Since January 1, 2010, we have engaged in the following transactions with our directors, executive officers and holders of more than 5% of our voting securities, and affiliates of our directors, executive officers and 5% stockholders:

Arrangements with El.En.

Distribution Relationship . Since 2002, we have distributed products that are developed and manufactured by El.En., which immediately currently owns approximately 23% of our aggregate outstanding capital stock. The following table sets forth our payments and indebtedness to El.En. pursuant to these distribution arrangements during the 2010 fiscal year:

 

     Payments to El.En.
During Period
     Trade Payables at
Period End
 

Fiscal year ended December 31, 2010

   $ 4,970,420       $ 1,785,415   

Indemnification Agreement . Pursuant to the underwriting agreement relating to our initial public offering, we and El.En. have agreed to indemnify the underwriters and their controlling persons against certain liabilities, including liabilities under the Securities Act, or contribute to payments the underwriters may be required to make because of any of those liabilities. We and El.En. entered into an agreement prior to the closing of our initial public offering providing that:

 

   

we and El.En. will give prompt notice to the other party of any claim for indemnification under the underwriting agreement;

 

   

we will have the right to assume the defense of any action for which indemnification is sought from us or El.En., and El.En. will not settle or compromise any such action without our prior written consent; and

 

   

subject to El.En.’s compliance with the obligations listed above, in the event and to the extent El.En. is required to make any indemnity payments to the underwriters pursuant to the underwriting agreement, and such indemnity payments relate to matters as to which El.En. had no knowledge after reasonable inquiry, we will reimburse El.En. for such indemnity payments actually paid to the underwriters.
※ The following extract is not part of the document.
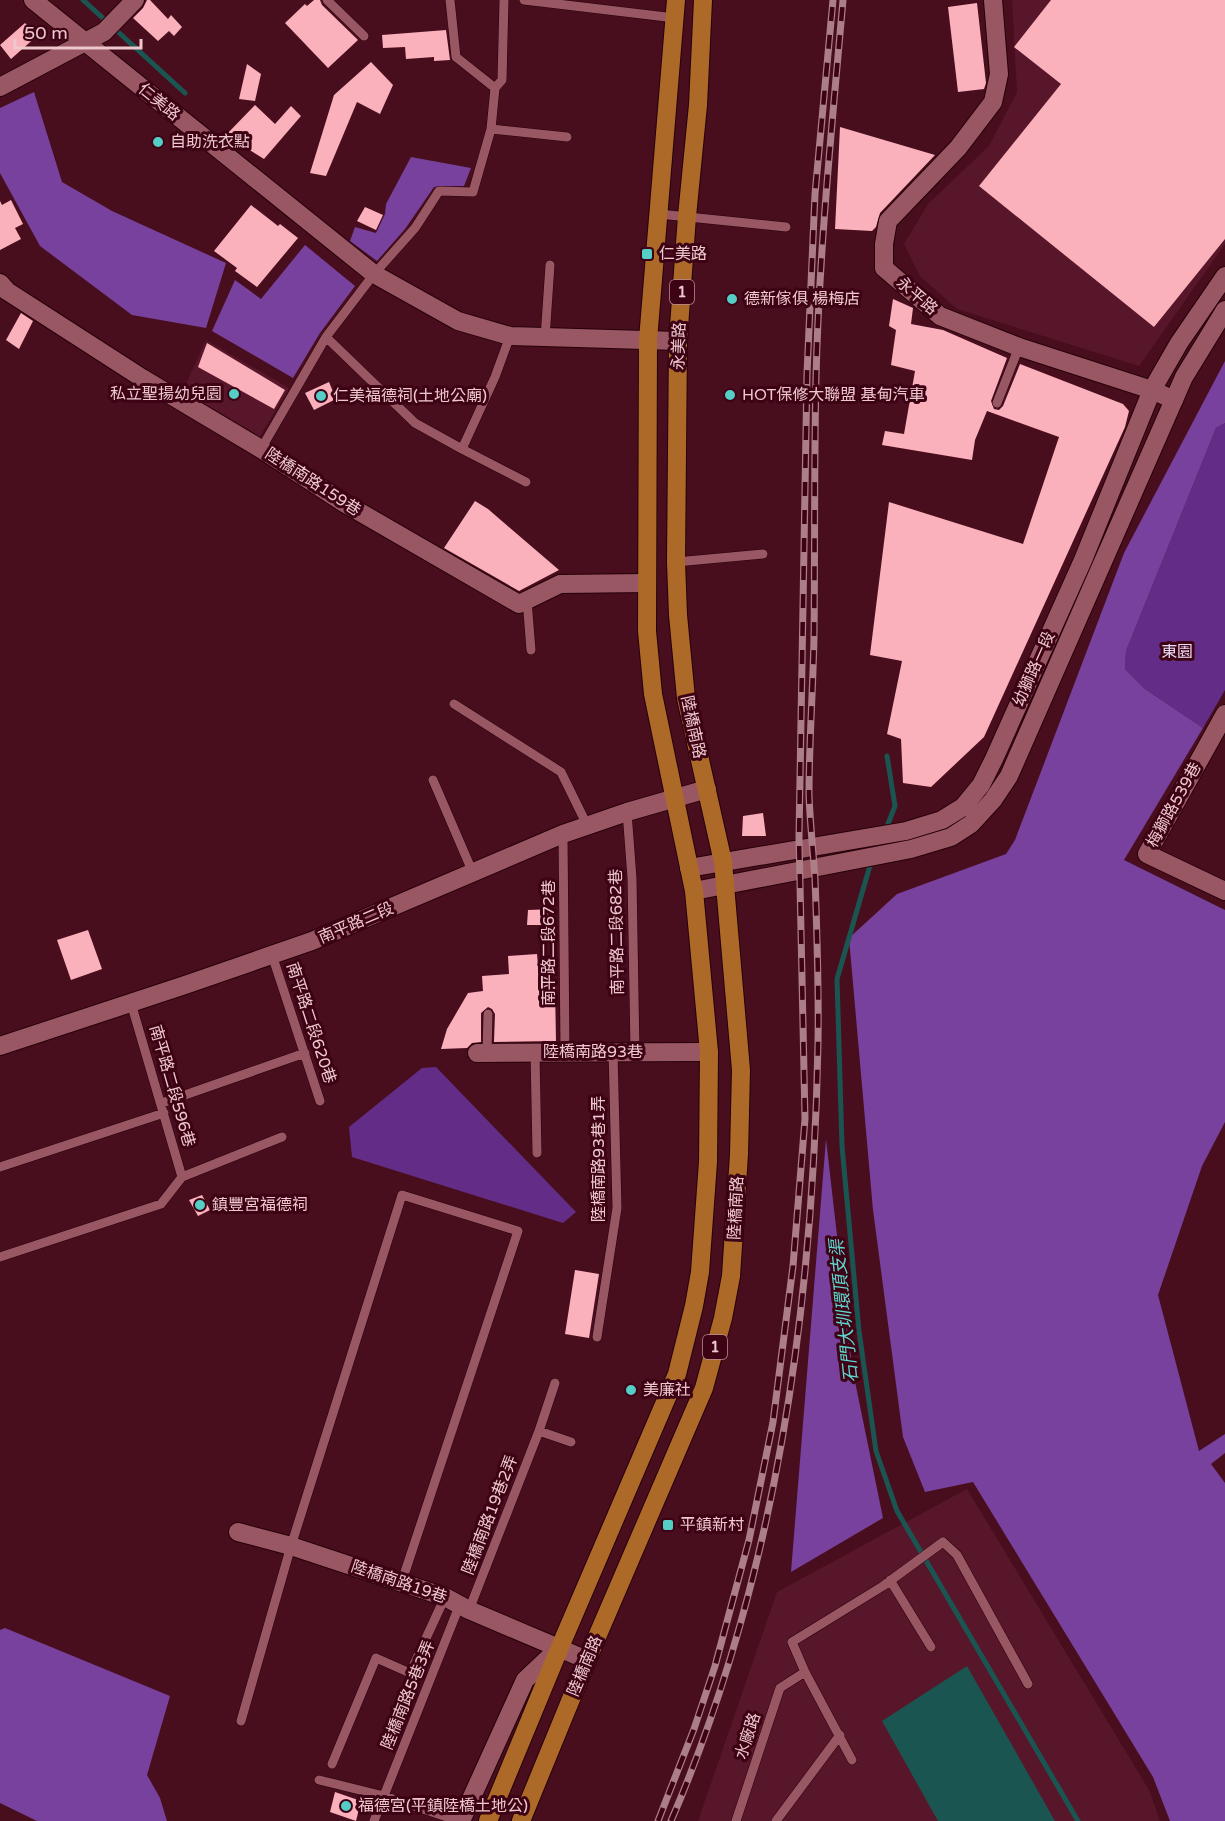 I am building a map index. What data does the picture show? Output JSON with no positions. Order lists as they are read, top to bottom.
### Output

This agreement does not affect the respective liability of us and El.En. to the underwriters pursuant to the underwriting agreement.

Davin Consulting Arrangement . Since September 2003, Mr. Davin, our president, chief executive officer and chairman, has provided consulting services to El.En. regarding laser industry marketing, for which El.En. paid Mr. Davin $80,000 in 2009. At the request of our board of directors, Mr. Davin terminated his consulting agreement with El.En. in February 2010 to avoid any potential appearance of a conflict of interest. The Company agreed to assume the $80,000 consulting fee previously paid to Mr. Davin by El.En.

SECTION 16(a) BENEFICIAL OWNERSHIP REPORTING COMPLIANCE

Section 16(a) of the Exchange Act requires our directors, executive officers and the holders of more than 10% of our common stock to file with the SEC initial reports of ownership of our common stock and other equity securities on a Form 3 and reports of changes in such ownership on a Form 4 or Form 5. Officers, directors and 10% stockholders are required by SEC regulations to furnish us with copies of all Section 16(a) forms they file. To our knowledge, based solely on a review of our records and written representations by the persons required to file these reports, during the year ended December 31, 2010, the reporting persons complied with all Section 16(a) filing requirements.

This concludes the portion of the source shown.